La persona a cui pensa Dietrich Bonhoeffer non esegue un programma teorico stabilito in anticipo a tavolino, neppure si limita a sviluppare armonicamente le sue attitudini, fossero anche speciali e rare. Accetta se stesso dentro la sequela di Cristo, rigettando il criterio del successo (inteso come riuscita) quale misura e giustificazione dei propri gesti. Aderisce al mondo delle cose nell’esercizio di una responsabilità attiva dalla quale sarebbe vano pretendere una salvaguardia individuale.

La fede non è una polizza d’assicurazione. La Chiesa non è una farmacia. Dio non è un tutore.
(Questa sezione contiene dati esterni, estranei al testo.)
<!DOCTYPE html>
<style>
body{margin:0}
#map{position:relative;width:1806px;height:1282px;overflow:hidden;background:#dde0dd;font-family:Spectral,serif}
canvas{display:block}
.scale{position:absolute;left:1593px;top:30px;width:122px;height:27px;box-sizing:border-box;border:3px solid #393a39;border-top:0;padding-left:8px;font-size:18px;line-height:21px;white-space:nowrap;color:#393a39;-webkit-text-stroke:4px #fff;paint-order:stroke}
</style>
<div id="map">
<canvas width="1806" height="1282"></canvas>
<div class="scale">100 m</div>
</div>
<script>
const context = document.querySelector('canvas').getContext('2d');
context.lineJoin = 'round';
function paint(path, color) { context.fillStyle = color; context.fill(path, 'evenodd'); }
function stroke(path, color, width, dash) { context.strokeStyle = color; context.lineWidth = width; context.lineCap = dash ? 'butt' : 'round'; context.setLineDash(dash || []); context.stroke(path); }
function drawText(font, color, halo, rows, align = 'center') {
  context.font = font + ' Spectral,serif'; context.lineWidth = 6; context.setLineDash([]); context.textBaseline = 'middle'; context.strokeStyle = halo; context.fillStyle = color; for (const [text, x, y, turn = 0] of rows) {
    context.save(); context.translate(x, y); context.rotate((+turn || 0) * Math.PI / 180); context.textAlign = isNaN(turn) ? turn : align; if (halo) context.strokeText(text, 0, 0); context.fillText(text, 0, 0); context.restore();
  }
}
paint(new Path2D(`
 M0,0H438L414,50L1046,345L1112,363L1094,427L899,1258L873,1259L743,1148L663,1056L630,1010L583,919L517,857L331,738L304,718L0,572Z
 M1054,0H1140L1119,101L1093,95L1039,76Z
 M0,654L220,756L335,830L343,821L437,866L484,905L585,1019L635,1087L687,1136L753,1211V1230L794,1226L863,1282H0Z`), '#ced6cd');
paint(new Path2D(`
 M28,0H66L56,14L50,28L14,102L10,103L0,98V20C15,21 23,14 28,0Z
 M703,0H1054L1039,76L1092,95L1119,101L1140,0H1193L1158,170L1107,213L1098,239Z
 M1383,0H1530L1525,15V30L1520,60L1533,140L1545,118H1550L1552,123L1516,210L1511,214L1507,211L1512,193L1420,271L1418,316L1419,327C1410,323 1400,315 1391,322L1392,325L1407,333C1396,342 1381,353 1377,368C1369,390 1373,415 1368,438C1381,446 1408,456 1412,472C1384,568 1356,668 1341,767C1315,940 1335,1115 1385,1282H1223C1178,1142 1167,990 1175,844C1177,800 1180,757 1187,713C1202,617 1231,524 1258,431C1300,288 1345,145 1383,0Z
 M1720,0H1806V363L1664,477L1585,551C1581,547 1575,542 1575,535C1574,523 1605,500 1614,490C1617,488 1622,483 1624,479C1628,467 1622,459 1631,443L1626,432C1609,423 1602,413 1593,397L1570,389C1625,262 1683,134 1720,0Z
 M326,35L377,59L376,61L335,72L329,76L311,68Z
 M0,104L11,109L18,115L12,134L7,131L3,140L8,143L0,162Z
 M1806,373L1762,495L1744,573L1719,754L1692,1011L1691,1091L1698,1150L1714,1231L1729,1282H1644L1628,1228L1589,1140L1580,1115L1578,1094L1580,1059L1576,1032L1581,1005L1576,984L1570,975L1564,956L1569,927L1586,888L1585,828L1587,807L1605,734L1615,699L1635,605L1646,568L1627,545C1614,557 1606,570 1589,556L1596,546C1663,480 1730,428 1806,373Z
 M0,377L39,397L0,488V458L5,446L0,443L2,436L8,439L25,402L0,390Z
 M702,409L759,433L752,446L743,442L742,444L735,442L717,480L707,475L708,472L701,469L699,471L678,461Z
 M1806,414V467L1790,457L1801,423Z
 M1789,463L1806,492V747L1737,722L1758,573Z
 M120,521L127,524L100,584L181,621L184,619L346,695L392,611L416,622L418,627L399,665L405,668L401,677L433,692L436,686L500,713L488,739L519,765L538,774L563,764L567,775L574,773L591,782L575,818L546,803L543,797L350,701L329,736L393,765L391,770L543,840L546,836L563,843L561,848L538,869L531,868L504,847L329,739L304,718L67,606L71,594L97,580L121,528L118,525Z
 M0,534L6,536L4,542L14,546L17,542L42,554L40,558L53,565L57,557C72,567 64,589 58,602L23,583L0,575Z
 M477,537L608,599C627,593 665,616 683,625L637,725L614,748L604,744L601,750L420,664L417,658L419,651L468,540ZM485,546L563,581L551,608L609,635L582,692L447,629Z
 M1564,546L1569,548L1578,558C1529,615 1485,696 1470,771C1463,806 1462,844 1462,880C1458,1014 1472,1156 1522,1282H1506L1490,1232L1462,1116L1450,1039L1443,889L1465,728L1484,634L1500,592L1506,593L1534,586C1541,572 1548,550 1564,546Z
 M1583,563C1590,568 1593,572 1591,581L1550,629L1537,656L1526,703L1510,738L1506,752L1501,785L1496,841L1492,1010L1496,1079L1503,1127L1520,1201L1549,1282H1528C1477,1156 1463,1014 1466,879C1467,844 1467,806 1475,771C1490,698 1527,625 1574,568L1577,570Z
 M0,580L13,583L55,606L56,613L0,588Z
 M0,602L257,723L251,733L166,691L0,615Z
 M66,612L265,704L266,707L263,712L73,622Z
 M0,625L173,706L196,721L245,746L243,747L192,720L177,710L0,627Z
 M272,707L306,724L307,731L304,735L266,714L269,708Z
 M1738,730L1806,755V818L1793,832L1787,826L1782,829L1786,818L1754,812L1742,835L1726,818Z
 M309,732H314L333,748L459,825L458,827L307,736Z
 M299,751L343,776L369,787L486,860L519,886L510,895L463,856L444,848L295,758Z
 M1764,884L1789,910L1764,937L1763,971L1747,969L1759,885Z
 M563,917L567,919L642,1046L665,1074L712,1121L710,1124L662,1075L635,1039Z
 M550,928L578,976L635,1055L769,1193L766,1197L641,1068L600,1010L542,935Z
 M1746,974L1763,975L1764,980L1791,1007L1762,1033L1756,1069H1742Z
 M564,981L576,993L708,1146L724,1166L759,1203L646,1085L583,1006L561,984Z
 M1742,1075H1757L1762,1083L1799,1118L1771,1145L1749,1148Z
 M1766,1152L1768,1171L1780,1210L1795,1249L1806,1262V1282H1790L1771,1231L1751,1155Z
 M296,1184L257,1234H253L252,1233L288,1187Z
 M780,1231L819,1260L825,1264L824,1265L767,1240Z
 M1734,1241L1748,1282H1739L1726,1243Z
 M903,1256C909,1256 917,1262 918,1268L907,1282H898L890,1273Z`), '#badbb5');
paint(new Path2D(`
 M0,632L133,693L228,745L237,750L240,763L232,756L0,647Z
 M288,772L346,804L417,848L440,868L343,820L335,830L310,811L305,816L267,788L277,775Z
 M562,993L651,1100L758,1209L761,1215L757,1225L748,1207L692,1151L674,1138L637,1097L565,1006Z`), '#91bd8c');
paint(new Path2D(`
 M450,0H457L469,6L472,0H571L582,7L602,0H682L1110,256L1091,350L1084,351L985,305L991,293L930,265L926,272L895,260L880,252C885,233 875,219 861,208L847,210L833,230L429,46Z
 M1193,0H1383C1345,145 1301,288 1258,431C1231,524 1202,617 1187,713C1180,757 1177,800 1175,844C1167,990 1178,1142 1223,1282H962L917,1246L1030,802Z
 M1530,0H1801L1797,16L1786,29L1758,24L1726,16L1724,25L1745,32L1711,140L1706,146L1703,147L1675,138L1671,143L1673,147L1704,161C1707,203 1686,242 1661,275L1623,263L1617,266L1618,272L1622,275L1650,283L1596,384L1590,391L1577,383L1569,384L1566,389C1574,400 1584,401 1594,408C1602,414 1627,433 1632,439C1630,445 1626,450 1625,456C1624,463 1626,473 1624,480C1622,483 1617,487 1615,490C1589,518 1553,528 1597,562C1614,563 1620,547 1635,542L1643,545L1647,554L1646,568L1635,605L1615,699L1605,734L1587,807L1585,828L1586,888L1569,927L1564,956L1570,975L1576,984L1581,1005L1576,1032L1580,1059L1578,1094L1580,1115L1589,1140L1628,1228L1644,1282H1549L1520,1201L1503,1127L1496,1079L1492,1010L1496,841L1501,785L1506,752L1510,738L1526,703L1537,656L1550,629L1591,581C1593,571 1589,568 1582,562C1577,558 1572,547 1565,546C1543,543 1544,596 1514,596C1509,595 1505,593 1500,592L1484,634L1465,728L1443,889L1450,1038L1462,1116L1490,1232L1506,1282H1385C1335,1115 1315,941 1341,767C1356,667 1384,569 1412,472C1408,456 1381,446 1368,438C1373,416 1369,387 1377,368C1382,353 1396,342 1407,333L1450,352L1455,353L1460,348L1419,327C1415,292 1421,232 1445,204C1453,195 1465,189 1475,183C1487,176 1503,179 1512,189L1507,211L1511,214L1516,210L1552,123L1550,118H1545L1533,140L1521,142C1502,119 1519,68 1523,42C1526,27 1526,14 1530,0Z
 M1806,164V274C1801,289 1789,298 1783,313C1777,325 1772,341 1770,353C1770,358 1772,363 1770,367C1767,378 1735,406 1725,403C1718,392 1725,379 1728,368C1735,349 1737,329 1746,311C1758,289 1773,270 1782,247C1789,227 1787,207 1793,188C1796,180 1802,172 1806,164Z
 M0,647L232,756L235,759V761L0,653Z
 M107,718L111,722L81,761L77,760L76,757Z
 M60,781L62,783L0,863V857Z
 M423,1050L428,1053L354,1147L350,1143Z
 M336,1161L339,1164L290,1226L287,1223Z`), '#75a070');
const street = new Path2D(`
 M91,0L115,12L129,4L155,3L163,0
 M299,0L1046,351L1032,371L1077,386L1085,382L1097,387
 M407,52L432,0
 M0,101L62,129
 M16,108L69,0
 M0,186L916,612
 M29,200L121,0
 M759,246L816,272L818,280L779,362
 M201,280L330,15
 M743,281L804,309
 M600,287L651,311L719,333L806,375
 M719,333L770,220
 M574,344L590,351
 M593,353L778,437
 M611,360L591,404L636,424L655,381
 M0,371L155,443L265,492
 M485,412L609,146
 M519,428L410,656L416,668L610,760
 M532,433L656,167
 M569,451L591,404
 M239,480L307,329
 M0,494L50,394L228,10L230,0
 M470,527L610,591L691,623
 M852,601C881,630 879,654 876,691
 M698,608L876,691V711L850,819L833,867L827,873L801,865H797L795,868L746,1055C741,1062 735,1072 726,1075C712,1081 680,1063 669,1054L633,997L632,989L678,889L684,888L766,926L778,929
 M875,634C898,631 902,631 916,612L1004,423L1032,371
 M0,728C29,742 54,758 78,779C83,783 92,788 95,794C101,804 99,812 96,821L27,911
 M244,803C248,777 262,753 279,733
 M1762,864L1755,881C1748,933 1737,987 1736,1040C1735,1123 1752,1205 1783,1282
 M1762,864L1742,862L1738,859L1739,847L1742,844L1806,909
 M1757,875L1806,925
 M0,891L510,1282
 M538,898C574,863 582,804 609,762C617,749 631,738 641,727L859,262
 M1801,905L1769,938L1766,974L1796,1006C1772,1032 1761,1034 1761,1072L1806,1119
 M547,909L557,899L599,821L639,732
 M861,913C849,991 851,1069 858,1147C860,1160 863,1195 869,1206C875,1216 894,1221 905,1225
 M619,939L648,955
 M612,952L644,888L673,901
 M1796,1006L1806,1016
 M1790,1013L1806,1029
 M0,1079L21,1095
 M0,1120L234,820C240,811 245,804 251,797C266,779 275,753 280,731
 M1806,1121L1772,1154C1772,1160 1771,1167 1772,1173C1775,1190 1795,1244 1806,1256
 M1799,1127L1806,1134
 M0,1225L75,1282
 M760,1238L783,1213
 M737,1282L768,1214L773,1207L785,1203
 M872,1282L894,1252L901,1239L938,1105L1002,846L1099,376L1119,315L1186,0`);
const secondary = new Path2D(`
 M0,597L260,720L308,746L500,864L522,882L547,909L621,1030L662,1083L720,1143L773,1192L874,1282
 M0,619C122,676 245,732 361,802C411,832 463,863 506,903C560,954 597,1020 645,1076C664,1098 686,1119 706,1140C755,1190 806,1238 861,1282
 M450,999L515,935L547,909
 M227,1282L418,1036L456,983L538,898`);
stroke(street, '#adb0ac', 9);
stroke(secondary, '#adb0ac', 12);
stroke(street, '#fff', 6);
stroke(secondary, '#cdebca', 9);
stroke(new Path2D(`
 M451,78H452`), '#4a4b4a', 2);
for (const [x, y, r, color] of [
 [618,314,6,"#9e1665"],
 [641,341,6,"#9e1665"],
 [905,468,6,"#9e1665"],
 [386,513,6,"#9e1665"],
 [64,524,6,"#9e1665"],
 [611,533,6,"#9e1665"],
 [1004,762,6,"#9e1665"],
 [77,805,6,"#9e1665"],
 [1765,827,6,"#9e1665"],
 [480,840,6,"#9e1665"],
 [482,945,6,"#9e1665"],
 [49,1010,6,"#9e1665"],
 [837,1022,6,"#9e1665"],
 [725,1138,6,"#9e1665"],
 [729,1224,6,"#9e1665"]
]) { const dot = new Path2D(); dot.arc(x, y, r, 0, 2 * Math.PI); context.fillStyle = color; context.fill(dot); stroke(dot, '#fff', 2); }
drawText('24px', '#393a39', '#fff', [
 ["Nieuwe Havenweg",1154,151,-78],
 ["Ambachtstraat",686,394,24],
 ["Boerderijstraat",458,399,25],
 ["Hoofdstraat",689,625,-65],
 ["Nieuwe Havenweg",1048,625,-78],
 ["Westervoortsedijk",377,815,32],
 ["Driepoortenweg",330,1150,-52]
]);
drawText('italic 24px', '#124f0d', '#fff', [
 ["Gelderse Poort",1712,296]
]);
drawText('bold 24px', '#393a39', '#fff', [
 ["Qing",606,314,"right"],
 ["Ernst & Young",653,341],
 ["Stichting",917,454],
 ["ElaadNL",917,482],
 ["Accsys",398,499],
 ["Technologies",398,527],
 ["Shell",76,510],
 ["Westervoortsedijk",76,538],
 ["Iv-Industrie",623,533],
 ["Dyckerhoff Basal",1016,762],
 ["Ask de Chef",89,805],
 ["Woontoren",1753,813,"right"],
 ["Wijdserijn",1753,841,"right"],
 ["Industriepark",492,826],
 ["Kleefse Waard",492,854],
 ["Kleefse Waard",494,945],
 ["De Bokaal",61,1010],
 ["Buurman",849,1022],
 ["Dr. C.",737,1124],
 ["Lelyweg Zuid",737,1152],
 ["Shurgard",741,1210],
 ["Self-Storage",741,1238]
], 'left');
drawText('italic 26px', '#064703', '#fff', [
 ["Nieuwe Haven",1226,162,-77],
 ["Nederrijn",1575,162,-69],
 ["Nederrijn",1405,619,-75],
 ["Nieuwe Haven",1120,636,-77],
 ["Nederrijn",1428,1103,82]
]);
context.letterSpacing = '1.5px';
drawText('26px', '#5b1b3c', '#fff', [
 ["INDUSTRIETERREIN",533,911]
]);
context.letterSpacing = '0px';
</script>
E neppure un tappabuchi. Dobbiamo crescere, diventare autonomi, maggiorenni, uscire con risolutezza dall’eterna indecisione, dagli ossimori che paralizzano, dai discorsi retorici, mettendoci alle spalle tutti gli alibi interiori. Un uomo così risulta vulnerabile perché disposto, nell’imitazione evangelica, a prendere su di sé la colpa; dire la verità non significa semplicemente dirla: bisogna tener presente le conseguenze che si producono. Chi vive sbaglia.

L’azione veramente significativa non scaturisce dalla virtù privata, paga di se stessa, ma cerca ad ogni costo lo sguardo dal basso: quello degli esclusi, dei maltrattati, degli impotenti, degli oppressi e dei derisi, in una parola, dei sofferenti. Sono questi i grandi temi presenti nelle sue opere fondamentali:  Vita comune,   Sequela,   Etica  e soprattutto  Resistenza e resa,  un libro che può davvero cambiare la vita di chi lo legge, composto nel carcere berlinese di Tegel, sotto i bombardamenti dell’aviazione alleata. Le azioni senza verifica sono destinate a fallire, ma anche le parole prive di riscontri si trasformeranno presto in piante a cui manca l’acqua. Spugne secche. Sterili vaticinii. Fino alla dichiarazione più bella: «Per chi è responsabile la domanda ultima non è: come me la cavo eroicamente in quest’affare, ma: quale potrà essere la vita della generazione che viene».